INFORMATION PROVIDED below:

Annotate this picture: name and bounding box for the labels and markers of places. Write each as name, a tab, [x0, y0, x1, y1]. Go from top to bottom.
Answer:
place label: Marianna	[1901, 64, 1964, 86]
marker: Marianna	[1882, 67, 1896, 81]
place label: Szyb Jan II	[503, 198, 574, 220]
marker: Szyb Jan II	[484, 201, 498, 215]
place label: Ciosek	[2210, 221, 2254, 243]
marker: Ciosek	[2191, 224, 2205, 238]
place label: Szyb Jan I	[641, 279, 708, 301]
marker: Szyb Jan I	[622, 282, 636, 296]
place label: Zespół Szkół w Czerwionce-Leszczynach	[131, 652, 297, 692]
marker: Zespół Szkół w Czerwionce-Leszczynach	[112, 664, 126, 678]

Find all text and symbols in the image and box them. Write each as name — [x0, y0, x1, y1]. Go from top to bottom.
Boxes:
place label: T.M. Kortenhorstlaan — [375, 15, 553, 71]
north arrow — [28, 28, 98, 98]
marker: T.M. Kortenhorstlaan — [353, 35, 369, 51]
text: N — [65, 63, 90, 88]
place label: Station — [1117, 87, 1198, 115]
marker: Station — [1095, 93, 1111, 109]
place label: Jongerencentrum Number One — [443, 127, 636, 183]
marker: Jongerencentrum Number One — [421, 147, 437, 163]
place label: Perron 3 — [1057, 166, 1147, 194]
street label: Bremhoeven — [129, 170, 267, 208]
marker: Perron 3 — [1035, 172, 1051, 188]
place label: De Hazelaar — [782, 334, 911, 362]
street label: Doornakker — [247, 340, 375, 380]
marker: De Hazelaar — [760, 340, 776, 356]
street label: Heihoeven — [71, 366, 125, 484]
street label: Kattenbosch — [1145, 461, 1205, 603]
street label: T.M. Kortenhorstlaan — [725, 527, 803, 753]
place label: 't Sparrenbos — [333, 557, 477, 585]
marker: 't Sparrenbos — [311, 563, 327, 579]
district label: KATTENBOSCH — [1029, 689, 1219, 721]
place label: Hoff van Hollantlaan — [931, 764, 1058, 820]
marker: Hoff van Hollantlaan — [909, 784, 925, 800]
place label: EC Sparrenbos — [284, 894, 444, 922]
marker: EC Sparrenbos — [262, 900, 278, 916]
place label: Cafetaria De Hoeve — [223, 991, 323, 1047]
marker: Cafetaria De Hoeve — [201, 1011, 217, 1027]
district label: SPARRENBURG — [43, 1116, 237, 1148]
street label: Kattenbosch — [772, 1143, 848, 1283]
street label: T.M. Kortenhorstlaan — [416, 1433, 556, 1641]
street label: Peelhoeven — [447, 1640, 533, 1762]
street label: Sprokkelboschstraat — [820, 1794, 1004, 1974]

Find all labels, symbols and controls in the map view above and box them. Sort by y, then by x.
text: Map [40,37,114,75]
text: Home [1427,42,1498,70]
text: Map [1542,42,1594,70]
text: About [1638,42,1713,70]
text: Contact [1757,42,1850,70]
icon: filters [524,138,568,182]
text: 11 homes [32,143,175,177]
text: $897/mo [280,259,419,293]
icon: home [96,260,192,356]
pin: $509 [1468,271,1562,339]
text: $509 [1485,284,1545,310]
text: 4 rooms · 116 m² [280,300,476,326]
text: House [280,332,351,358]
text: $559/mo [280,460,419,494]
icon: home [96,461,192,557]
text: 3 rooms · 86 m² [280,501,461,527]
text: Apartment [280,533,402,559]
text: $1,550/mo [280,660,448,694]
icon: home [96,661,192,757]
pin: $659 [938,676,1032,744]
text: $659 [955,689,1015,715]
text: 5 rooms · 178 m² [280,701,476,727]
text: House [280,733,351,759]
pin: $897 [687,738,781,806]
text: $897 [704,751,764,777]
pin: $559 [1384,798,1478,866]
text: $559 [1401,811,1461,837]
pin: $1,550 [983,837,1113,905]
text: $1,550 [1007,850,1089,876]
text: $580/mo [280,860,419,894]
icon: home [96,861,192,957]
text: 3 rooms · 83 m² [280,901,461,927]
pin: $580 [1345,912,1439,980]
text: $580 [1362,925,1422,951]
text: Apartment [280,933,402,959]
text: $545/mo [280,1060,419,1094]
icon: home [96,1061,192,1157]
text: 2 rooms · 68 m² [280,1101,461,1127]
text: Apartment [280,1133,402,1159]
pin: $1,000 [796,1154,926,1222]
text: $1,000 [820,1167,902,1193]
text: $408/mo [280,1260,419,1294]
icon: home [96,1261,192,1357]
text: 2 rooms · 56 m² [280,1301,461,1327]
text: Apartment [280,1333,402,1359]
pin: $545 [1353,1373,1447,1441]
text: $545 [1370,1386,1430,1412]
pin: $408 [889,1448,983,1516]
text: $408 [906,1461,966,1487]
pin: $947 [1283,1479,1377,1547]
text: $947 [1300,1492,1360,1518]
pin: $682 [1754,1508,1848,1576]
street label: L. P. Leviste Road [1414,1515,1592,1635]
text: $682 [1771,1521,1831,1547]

End of INFORMATION PROVIDED.

- _AIM OF THE EXERCISE_: In the entries above, identify every line with the word "Jongerencentrum". Copy those lines.

- _REPLY TO THE EXERCISE_:
place label: Jongerencentrum Number One — [443, 127, 636, 183]
marker: Jongerencentrum Number One — [421, 147, 437, 163]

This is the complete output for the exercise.